● **Data under study**:
[Start of Attachment]
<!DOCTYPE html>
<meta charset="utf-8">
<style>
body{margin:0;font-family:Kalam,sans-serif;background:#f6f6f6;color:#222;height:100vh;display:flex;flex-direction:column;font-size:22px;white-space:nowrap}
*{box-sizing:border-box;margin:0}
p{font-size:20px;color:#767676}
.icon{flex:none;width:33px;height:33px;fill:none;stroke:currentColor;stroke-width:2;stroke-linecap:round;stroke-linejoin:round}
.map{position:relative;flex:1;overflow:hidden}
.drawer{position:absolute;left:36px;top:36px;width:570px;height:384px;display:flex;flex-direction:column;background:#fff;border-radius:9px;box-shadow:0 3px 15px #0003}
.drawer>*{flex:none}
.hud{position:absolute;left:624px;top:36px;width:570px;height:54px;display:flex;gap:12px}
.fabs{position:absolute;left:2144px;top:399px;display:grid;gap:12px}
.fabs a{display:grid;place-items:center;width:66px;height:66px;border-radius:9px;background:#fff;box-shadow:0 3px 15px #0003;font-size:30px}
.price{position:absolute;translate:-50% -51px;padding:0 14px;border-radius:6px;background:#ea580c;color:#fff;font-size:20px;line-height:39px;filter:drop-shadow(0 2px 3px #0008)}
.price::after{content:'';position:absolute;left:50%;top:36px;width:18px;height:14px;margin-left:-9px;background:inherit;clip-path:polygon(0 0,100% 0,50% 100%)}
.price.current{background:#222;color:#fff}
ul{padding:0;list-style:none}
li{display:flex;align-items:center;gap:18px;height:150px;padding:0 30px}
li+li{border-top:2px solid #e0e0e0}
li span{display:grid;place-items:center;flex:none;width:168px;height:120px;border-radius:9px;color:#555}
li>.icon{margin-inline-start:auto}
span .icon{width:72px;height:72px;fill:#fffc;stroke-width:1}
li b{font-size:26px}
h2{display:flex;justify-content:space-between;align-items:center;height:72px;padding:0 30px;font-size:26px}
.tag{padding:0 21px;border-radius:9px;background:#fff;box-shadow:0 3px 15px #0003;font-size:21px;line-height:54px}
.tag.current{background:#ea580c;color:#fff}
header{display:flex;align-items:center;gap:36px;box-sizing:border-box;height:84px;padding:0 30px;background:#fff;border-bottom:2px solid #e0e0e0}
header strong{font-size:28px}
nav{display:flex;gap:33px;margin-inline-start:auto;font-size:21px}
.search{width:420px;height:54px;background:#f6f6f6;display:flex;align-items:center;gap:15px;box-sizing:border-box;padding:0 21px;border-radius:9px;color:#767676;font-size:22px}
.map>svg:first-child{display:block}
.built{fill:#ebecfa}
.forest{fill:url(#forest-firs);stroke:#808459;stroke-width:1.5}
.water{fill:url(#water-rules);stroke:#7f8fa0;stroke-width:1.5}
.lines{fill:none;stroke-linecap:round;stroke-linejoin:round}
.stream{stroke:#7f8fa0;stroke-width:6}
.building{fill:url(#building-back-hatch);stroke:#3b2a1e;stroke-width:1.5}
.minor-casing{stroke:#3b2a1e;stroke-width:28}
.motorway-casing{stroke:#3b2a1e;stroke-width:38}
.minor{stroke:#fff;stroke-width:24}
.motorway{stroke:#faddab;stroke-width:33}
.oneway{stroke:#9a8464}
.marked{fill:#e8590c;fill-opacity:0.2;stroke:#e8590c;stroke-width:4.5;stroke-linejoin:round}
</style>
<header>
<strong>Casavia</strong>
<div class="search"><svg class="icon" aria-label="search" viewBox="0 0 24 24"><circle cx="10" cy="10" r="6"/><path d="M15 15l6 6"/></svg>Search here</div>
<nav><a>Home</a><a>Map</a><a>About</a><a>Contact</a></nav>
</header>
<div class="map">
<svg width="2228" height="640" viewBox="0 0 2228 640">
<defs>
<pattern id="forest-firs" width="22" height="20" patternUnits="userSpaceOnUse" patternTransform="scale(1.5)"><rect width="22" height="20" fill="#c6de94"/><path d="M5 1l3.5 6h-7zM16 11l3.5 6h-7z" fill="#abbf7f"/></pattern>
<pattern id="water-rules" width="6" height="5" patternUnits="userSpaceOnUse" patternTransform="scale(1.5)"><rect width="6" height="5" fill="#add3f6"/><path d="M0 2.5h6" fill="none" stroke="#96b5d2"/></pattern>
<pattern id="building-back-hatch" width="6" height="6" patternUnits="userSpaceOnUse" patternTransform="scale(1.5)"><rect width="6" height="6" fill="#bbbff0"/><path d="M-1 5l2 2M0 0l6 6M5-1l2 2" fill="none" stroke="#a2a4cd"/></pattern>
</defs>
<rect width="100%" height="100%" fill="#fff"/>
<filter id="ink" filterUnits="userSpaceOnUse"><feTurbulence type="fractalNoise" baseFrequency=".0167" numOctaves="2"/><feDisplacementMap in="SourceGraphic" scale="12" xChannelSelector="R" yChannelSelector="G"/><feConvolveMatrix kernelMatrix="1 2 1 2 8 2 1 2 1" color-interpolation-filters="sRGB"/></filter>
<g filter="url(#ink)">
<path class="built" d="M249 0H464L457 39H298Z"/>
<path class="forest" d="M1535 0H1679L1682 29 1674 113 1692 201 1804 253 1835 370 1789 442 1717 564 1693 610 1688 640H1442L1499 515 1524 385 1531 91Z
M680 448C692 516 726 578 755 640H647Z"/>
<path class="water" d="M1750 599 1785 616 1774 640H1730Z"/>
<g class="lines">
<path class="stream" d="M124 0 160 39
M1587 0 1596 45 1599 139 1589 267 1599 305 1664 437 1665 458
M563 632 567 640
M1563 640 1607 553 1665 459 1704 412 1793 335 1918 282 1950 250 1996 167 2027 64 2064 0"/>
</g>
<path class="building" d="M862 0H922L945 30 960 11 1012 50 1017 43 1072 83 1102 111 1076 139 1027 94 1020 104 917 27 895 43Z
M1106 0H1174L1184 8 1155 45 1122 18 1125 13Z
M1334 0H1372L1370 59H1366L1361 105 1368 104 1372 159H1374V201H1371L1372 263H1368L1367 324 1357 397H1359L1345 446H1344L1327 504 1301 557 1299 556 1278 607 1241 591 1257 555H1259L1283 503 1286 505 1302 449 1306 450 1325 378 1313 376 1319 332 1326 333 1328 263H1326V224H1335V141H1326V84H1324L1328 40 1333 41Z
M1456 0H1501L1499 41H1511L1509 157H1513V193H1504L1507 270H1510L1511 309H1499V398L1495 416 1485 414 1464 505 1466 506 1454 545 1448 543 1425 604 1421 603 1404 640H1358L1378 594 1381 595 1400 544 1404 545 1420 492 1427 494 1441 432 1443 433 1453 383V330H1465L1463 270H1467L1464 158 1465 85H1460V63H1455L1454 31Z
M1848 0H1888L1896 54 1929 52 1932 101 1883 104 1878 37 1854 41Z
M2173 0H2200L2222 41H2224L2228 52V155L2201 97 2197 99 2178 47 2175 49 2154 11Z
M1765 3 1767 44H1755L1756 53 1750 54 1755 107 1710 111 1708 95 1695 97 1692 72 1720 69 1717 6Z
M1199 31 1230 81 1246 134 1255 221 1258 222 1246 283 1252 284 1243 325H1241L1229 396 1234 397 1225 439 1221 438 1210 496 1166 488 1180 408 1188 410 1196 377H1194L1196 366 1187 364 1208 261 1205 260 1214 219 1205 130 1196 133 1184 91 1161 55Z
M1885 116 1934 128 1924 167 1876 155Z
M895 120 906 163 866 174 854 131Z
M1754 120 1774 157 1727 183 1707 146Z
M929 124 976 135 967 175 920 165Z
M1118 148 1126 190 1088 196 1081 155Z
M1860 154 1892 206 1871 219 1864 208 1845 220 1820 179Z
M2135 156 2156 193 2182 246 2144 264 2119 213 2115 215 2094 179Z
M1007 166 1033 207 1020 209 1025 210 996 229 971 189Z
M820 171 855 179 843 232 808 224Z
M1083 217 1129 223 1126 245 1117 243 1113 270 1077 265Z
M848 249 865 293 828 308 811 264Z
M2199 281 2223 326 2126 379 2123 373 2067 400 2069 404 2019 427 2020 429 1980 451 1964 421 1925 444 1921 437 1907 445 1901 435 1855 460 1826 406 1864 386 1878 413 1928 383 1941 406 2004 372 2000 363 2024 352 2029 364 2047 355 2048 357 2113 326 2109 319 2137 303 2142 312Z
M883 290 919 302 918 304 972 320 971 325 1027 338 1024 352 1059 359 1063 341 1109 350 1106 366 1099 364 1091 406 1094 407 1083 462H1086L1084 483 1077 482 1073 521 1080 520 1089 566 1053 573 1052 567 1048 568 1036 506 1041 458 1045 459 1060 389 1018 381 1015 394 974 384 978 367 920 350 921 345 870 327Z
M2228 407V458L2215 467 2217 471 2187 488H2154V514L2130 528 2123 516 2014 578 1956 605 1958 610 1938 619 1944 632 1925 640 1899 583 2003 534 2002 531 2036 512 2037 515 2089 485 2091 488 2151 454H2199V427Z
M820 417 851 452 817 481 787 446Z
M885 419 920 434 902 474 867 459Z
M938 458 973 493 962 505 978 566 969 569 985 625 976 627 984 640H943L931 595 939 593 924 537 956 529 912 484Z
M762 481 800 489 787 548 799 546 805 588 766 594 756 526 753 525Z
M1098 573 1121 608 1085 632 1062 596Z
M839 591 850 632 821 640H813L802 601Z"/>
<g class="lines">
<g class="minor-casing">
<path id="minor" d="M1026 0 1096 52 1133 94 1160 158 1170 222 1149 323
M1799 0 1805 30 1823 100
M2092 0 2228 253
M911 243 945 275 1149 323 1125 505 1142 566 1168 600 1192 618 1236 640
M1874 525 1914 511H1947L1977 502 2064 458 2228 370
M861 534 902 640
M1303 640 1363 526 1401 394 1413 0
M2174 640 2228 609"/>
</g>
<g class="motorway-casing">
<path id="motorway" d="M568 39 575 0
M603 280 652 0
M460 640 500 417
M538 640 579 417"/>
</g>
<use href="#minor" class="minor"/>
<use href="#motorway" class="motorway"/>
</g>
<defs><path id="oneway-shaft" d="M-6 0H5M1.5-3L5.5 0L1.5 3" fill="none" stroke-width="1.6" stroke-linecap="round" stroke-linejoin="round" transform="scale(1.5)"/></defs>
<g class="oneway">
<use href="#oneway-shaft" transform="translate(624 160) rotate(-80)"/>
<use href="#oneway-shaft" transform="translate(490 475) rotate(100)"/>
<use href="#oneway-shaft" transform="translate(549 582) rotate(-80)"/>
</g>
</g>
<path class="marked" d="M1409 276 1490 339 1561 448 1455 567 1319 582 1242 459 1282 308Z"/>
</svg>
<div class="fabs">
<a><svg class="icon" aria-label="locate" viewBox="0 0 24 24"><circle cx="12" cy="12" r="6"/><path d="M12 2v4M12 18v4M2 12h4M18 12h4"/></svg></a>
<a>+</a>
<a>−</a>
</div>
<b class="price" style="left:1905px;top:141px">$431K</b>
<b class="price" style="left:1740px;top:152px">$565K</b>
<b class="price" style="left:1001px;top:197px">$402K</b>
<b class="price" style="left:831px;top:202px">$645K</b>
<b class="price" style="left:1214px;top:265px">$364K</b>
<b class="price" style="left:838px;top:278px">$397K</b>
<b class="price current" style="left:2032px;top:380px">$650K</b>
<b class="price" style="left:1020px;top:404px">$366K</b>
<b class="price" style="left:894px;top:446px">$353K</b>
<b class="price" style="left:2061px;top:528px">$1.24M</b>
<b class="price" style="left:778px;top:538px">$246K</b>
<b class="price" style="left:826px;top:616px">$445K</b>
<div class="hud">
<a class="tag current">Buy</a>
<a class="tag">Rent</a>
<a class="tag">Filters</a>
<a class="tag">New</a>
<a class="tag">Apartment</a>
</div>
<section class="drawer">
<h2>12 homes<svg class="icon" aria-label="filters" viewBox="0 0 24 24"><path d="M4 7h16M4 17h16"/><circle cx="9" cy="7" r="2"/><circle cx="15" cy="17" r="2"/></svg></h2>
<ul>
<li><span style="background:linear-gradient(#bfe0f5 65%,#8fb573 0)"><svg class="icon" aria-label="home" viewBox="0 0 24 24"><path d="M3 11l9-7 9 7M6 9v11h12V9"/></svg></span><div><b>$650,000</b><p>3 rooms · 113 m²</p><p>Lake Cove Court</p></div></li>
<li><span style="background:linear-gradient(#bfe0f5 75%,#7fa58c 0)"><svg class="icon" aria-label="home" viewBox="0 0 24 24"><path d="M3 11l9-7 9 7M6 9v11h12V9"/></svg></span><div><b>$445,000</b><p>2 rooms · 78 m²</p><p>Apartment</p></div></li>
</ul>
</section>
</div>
[End of Attachment]
● **Exercise description**: How many lines of the records contain the word "fabs"? Reply with the number and nothing else.

● **Exercise result**: 3